[THE TASK] From the data, return each line holding the word "strokeStyle".

[EXCERPTED RECORDS]

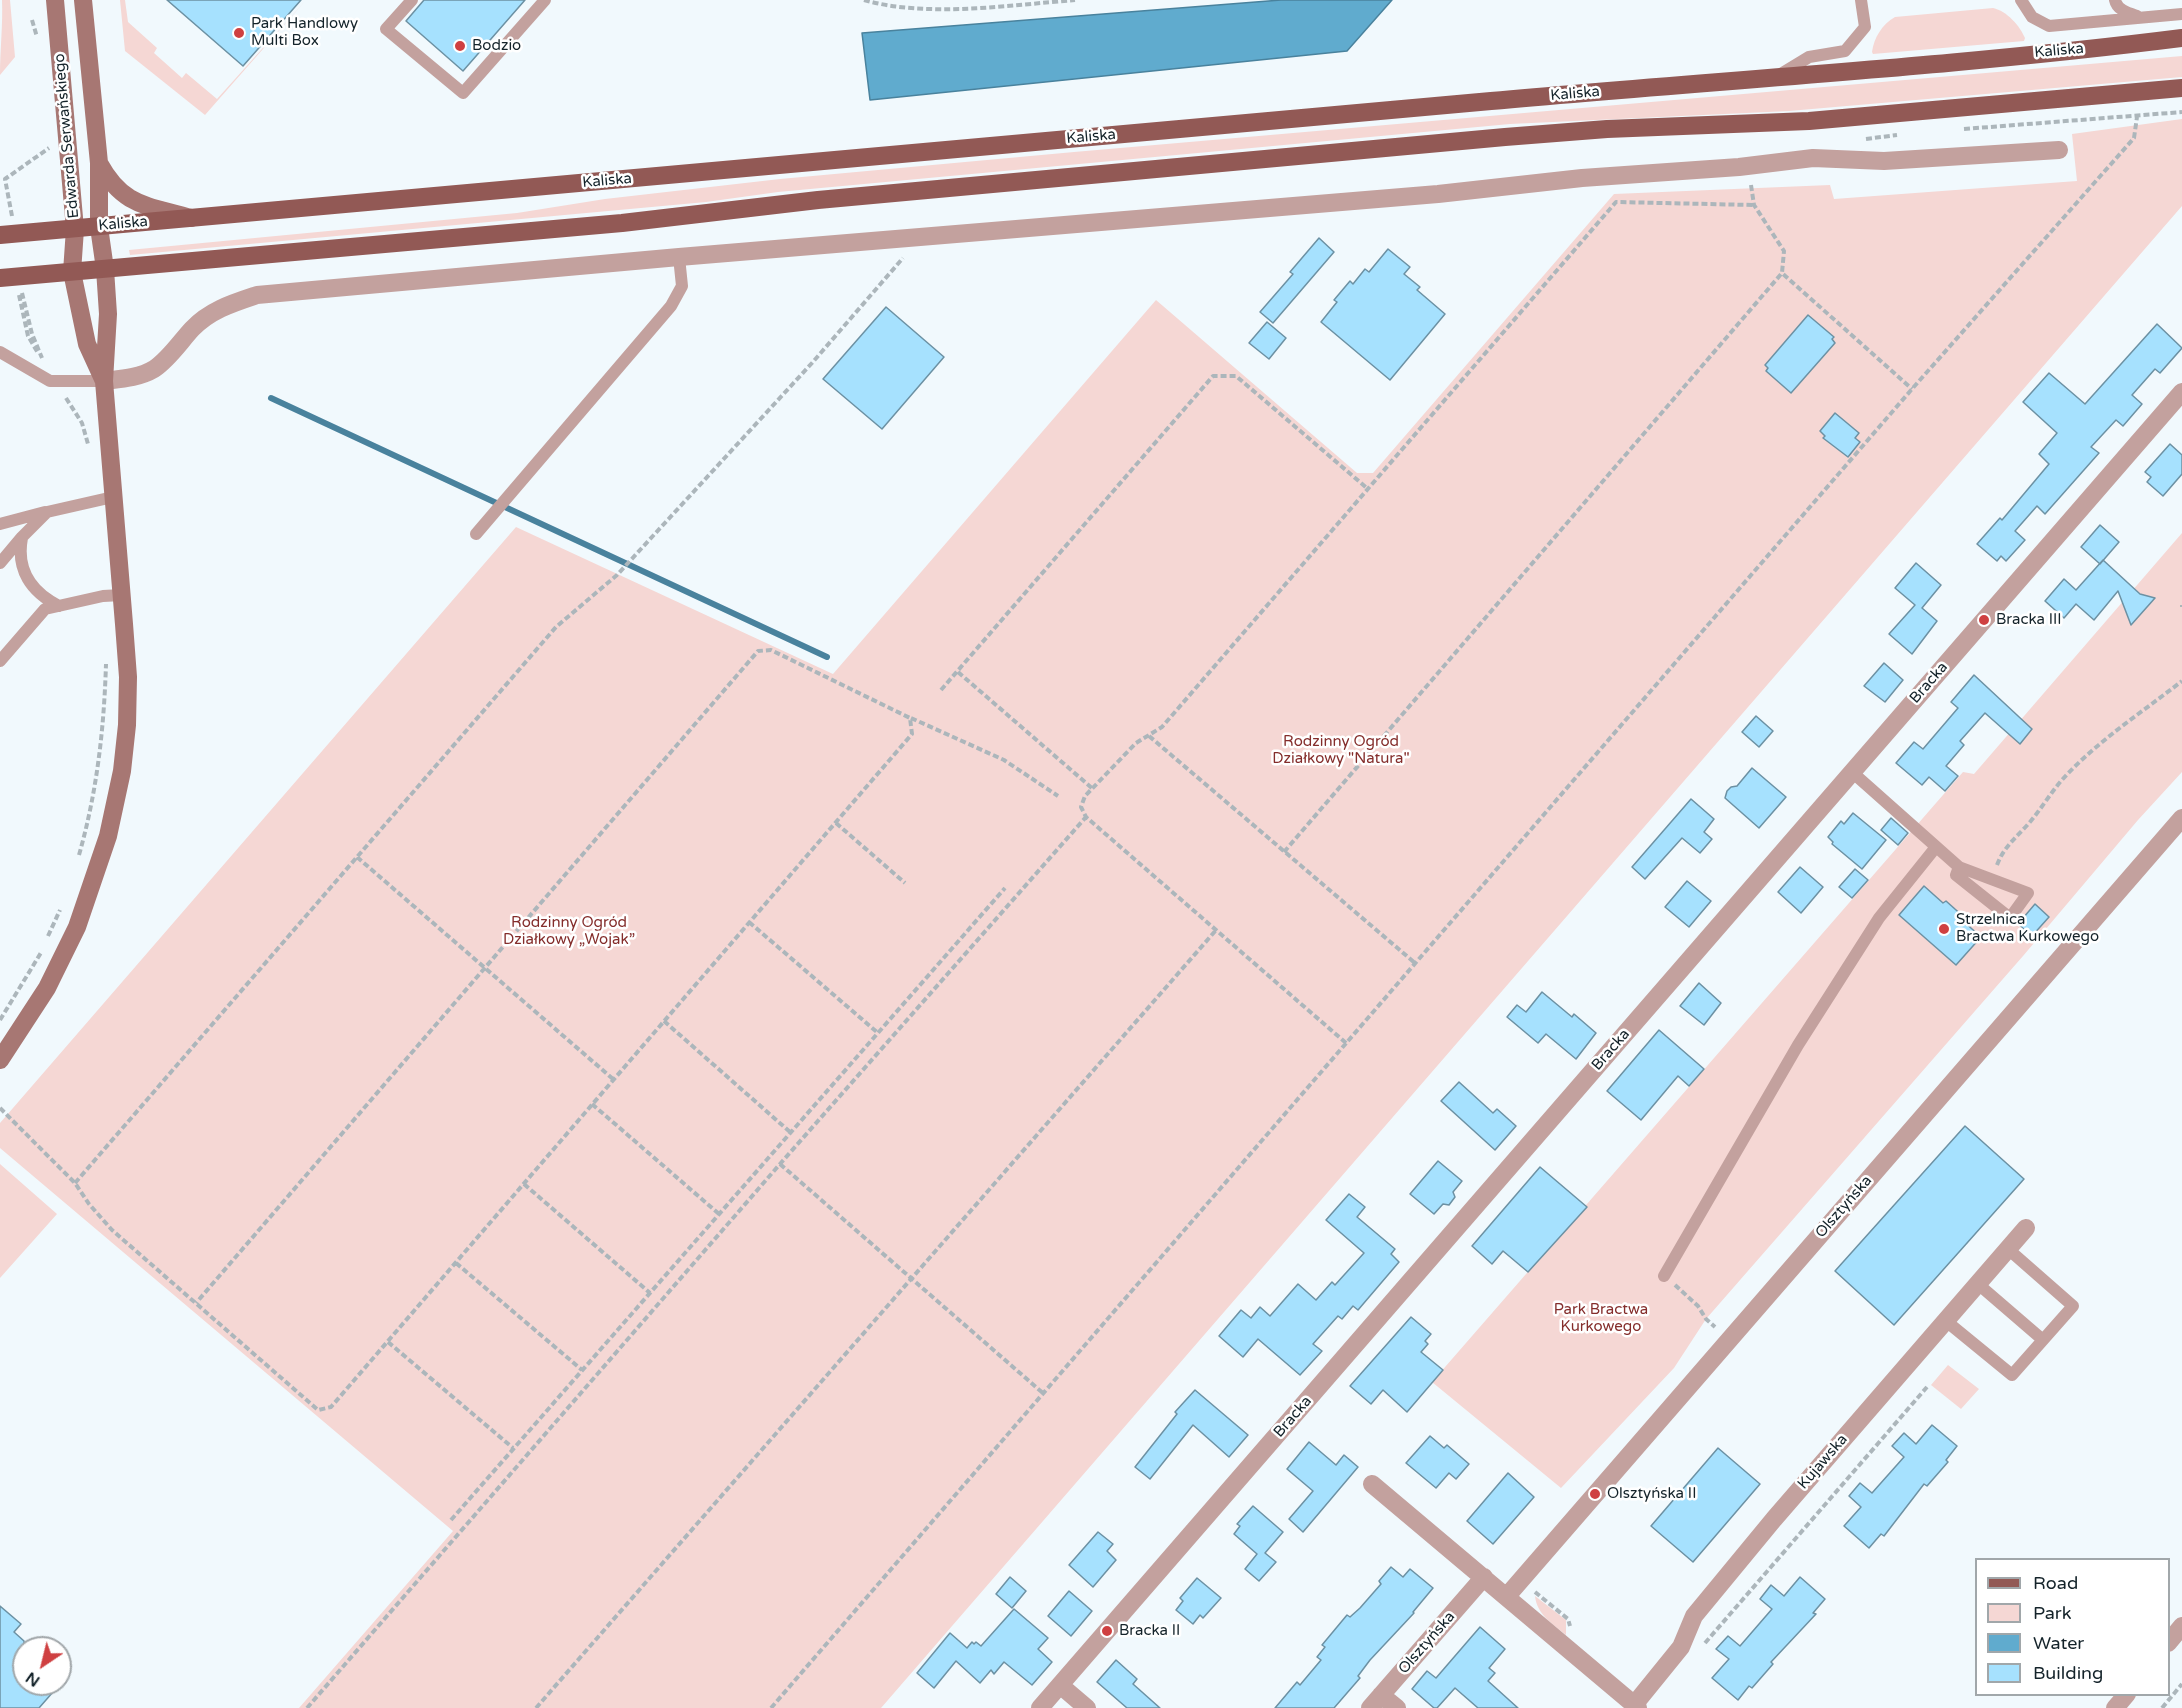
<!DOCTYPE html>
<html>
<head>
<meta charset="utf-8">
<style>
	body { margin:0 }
	#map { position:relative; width:2182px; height:1708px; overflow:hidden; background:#f1f9fd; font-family:"Varela Round",sans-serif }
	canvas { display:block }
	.legend { position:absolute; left:1975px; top:1558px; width:195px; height:138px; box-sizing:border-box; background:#fff; border:2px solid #a1a7aa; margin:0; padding:8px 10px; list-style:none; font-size:18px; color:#14232a }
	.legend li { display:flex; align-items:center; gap:12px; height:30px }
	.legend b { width:30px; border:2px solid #a1a7aa }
	.north { position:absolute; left:12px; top:1636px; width:60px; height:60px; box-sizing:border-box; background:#fff; border:2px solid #a1a7aa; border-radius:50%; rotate:215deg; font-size:16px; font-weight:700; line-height:24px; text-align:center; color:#14232a }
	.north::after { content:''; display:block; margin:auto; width:21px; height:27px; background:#cf4041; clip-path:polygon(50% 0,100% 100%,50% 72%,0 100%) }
</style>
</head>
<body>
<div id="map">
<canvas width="2182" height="1708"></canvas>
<ul class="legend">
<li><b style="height:8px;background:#925955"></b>Road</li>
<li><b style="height:16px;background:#f5d7d4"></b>Park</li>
<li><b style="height:16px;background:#60abce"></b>Water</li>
<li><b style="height:16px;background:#a6e1fe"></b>Building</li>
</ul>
<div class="north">N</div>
</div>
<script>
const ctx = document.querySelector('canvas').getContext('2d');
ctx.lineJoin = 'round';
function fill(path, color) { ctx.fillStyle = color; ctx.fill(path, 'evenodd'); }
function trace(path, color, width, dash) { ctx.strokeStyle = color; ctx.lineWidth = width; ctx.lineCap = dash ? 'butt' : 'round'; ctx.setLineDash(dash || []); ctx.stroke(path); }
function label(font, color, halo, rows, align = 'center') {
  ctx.font = font + ' "Varela Round",sans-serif'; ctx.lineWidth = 5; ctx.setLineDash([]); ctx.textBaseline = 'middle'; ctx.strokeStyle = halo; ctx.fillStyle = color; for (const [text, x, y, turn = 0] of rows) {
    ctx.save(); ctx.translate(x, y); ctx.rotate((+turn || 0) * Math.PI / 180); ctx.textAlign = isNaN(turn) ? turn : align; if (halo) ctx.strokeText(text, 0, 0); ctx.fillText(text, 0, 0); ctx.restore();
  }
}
fill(new Path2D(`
	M2,0H10L15,57L0,75C0,50 3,25 2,0Z
	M120,0H125L128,22L157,48L154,53L182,78L186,73L217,99L306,0L205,115L125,51Z
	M1993,8C2007,11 2020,26 2025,38L2024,41L1873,54L1872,52C1874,38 1882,24 1895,17Z
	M2182,56V77L1789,111L1510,124L778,192L706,202L130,255L129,250L517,213L605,199L780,179L1074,152Z
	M2182,119V206L881,1708H299L453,1531L0,1148V1123L516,527L833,674L1156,300L1357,473H1373L1614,194L1830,185L1834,199L2077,181L2072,134Z
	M2182,533V772L2138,820L2023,956L1706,1319L1674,1368L1561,1488L1432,1382L1963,772L1974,774Z
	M0,1164L57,1214L0,1278Z
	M1948,1365L1979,1389L1961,1409L1931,1385Z
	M1535,1596L1566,1620V1635C1553,1624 1537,1615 1535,1596Z`), '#f5d7d4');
const water = new Path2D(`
	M1281,0H1392L1347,51L870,100L862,33Z`);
fill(water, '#60abce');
trace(water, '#49829d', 1.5);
trace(new Path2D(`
	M271,398L827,657`), '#49829d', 6);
const building = new Path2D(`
	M167,0H301L243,66Z
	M424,0H525L463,71L406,21Z
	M1319,238L1334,252L1273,323L1260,312L1293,274L1290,272Z
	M1388,249L1410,267L1404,274L1420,287L1417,290L1445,314L1390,380L1321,322L1337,302L1334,300L1350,281L1353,284L1365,269L1369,272Z
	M886,307L944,357L882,429L823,379Z
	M1808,315L1834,337L1832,339L1835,343L1791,393L1766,371L1768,368L1765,365Z
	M1267,322L1286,338L1269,359L1249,343Z
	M2157,324L2182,348L2160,373L2155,369L2132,395L2142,404L2123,426L2116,420L2091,447L2099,453L2045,514L2037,506L2015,531L2025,540L2006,561L2001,556L1997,561L1977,544L2000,518L2002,520L2049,464L2039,454L2057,433L2023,402L2049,373L2085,404Z
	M1835,413L1859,433L1855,438L1860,442L1848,457L1823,438L1825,436L1820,431Z
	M2170,444L2182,455V474L2163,496L2147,482L2151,477L2145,472Z
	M2100,525L2119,542L2100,564L2081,547Z
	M2103,560L2140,594L2155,598L2131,625L2118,591L2094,620L2076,604L2064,618L2045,601L2064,579L2076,590Z
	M1916,563L1941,585L1922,608L1937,621L1912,654L1889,634L1915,605L1895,588Z
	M1884,663L1903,680L1885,702L1864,686Z
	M1974,675L2032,729L2020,744L1985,713L1960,741L1964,745L1946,766L1958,776L1945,791L1929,777L1922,785L1896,763L1914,742L1923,749L1958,708L1951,702Z
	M1756,716L1773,731L1759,747L1742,732Z
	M1752,768L1786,797L1759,828L1725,798L1727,791L1731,787L1737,786Z
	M1691,799L1714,819L1704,832L1712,839L1700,853L1682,838L1645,879L1632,867Z
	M1853,813L1886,840L1862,869L1832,844L1833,842L1828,837L1841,821L1844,824Z
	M1891,818L1908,833L1898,845L1881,830Z
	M1800,867L1823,887L1801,913L1778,892Z
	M1855,869L1868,880L1852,898L1839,887Z
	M1687,881L1711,901L1689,927L1665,907Z
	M1924,886L1943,903L1946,901L1965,918L1962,920L1981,937L1956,965L1899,915Z
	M2035,904L2049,917L2032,936L2018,924Z
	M1699,983L1721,1003L1704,1025L1680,1006Z
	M1542,992L1572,1017L1574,1014L1596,1033L1576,1059L1546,1034L1538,1043L1507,1017L1517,1005L1526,1012Z
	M1659,1030L1704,1069L1689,1086L1678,1076L1641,1120L1607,1091Z
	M1459,1082L1493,1113L1497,1109L1516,1126L1495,1150L1441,1101Z
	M1965,1126L2024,1179L1894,1325L1835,1271Z
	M1438,1161L1462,1181L1453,1192L1455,1197L1449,1205L1443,1204L1434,1214L1410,1194Z
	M1540,1167L1587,1207L1528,1272L1503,1251L1492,1264L1472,1246Z
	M1349,1194L1365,1207L1357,1217L1395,1249L1391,1254L1399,1262L1358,1310L1353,1306L1342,1319L1338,1316L1313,1344L1322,1351L1300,1375L1258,1339L1243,1357L1219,1336L1241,1310L1251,1318L1260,1307L1270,1316L1298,1284L1316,1300L1332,1282L1335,1285L1364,1253L1326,1220Z
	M1411,1317L1431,1334L1425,1341L1428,1344L1421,1352L1443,1370L1407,1412L1383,1390L1371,1404L1350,1386Z
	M1195,1390L1248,1435L1229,1457L1193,1425L1150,1479L1135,1467L1177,1414L1175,1412Z
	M1932,1425L1957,1446L1946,1460L1948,1462L1927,1486L1924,1484L1884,1536L1881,1534L1869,1548L1844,1526L1861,1507L1849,1496L1860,1483L1872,1493L1904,1457L1892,1446L1904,1433L1916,1444Z
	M1430,1436L1444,1448L1447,1445L1469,1464L1456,1479L1449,1473L1436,1488L1406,1463Z
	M1309,1442L1336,1465L1344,1455L1358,1467L1303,1532L1289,1519L1313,1491L1287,1469Z
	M1718,1448L1760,1484L1693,1562L1651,1526Z
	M1508,1473L1534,1497L1493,1544L1467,1521Z
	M1253,1506L1283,1532L1265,1553L1276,1562L1259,1581L1245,1569L1257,1554L1234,1534L1240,1526L1237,1524Z
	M1098,1532L1113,1544L1107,1551L1116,1560L1093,1587L1069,1565Z
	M1391,1567L1403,1577L1410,1569L1433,1588L1413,1612L1414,1613L1370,1660L1358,1676L1360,1678L1334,1708H1275L1297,1682L1300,1685L1321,1660L1317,1657L1325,1647L1322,1645L1347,1615L1350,1617L1360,1608L1381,1584L1379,1581Z
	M1010,1577L1026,1591L1012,1608L996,1594Z
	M1800,1577L1825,1599L1813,1613L1816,1614L1771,1662L1773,1664L1752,1688L1749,1686L1738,1700L1712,1678L1729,1659L1716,1649L1728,1636L1740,1646L1772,1609L1760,1599L1771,1585L1784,1596Z
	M1197,1578L1221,1598L1203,1618L1200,1615L1193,1624L1176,1610L1183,1601L1180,1598Z
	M1069,1591L1092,1611L1071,1636L1048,1616Z
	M0,1606L21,1624L14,1632L24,1641V1684H60L39,1708H0Z
	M1014,1609L1048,1638L1038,1649L1052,1662L1032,1685L1004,1662L994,1674L991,1670L980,1683L956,1661L934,1688L917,1673L950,1633L967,1648L972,1642L974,1644L976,1642L981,1646Z
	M1480,1627L1505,1649L1489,1668L1495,1673L1488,1681L1518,1708H1478L1455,1688L1437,1708H1434L1412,1689L1427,1671L1436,1678Z
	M1116,1660L1137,1679L1133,1684L1160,1708H1127L1097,1682Z`);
fill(building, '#a6e1fe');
trace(building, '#6c91a3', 1.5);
trace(new Path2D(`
	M864,0C926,18 1011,5 1075,0
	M32,20L37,37
	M1964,129L2182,112
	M1866,139L1897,135
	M1751,185L1754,205L1784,251L1782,273L1912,389
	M12,216L5,179L49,148
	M22,293L32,334L42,358
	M19,295L28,336L38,353
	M66,398L82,423L88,444
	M2182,605V607
	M958,672L1093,789
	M941,690L1213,376H1236L1368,489
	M911,718L1004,760L1058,796
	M1149,736L1415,963
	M836,823L905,883
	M1284,852L1782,273
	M79,855C97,792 104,729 106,664
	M357,857L613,1079
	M1997,865C2004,846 2018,836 2030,822C2041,809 2050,794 2061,781C2096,742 2141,713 2182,681
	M749,922L878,1033
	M48,936L60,910
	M0,1020L42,951
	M664,1021L790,1132
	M1346,1043L1086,817L1081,807L1085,796L1136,743L1162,727L1616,202L1754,205
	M592,1104L719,1214
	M0,1108L75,1183L89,1204L112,1230L318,1410L331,1407L912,734L910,718L771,650L758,651L196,1303
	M780,1164L1044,1394
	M75,1183L556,627L617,575L812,363L903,258
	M524,1184L650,1293
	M456,1263L582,1370
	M1675,1285L1698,1306L1706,1319L1715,1327
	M388,1342L513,1448
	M451,1520L1005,888
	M1535,1592L1568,1619L1570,1626
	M1705,1643L1927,1387
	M307,1708L780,1164L1086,817
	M536,1708L1217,929
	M771,1708L1912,389L2134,138L2137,117
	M2162,1708L2182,1684`), '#acb6bb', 4, [6, 3]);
trace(new Path2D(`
	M412,0L386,29L463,93L545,0
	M2021,0L2032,17L2049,26L2182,14
	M2115,0C2117,10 2128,13 2137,16
	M1781,74L1809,57L1845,51L1865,27L1861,0
	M0,352L50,381H104
	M0,524L45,512
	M476,534L671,306L682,286L679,257
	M22,538C16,570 31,592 59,606
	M0,563L22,537L47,512L113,497
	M0,661L45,609L103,596L122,595
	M1852,772L1959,867L2028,893L2010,918L1956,875L1959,867
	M1664,1276L1798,1045L1879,918L1936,847
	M1978,1284L2043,1340
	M1946,1321L2012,1375L2073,1306L2008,1249`), '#c3a19e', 12);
trace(new Path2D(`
	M104,381C120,379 139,378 154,369C169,359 180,342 192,329C210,310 233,303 257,295L679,257L1438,194L1582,178L1739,167L1813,158L1884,161L2059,150
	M1372,1484L1638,1708
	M1507,1596L2182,818
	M2168,1643L2182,1626
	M1060,1685L1087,1708
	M1381,1695L1397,1708
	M1634,1705L1681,1647L1694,1616L1774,1519L2026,1228
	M1040,1708L2182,392
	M1370,1708L1484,1577
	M2115,1708L2127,1694`), '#c3a19e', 18);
trace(new Path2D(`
	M55,0L75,229L72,272L87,344L103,379
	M99,163C123,207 147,205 191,218
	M0,1060L47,988L77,927L108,836L122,771L127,725L128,677L124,624L104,381L108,314L105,269L99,227V163L83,0`), '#a77773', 18);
trace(new Path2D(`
	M0,235C497,191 994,146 1491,101C1721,80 1953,67 2182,38
	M0,278L622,223L818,200L1505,137L1607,129L1809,121L2182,88`), '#925955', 18);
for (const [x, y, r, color] of [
	[239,33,6,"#cf4041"],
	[460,46,6,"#cf4041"],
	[1984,620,6,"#cf4041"],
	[1944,929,6,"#cf4041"],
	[1595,1494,6,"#cf4041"],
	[1107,1631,6,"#cf4041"]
]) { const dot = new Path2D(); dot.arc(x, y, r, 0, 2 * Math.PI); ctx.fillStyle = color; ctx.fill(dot); trace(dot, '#fff', 2); }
label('15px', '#14232a', '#fff', [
	["Park Handlowy",251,24],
	["Multi Box",251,41],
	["Bodzio",472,46],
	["Bracka III",1996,620],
	["Strzelnica",1956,920],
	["Bractwa Kurkowego",1956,937],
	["Olsztyńska II",1607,1494],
	["Bracka II",1119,1631]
], 'left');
label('15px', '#14232a', '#fff', [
	["Kaliska",2059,51,-5],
	["Kaliska",1575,94,-5],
	["Edwarda Serwańskiego",67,136,-95],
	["Kaliska",1091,137,-5],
	["Kaliska",607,181,-5],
	["Kaliska",123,224,-5],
	["Bracka",1929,683,-49],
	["Bracka",1611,1050,-49],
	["Olsztyńska",1844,1207,-49],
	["Bracka",1293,1417,-49],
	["Kujawska",1823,1462,-49],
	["Olsztyńska",1427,1643,-49]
]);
label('15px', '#842d2b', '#fff', [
	["Rodzinny Ogród",1341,742],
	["Działkowy \"Natura\"",1341,759],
	["Rodzinny Ogród",569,923],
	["Działkowy „Wojak”",569,940],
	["Park Bractwa",1601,1310],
	["Kurkowego",1601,1327]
]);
</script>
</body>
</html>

[SOLUTION]
function trace(path, color, width, dash) { ctx.strokeStyle = color; ctx.lineWidth = width; ctx.lineCap = dash ? 'butt' : 'round'; ctx.setLineDash(dash || []); ctx.stroke(path); }
  ctx.font = font + ' "Varela Round",sans-serif'; ctx.lineWidth = 5; ctx.setLineDash([]); ctx.textBaseline = 'middle'; ctx.strokeStyle = halo; ctx.fillStyle = color; for (const [text, x, y, turn = 0] of rows) {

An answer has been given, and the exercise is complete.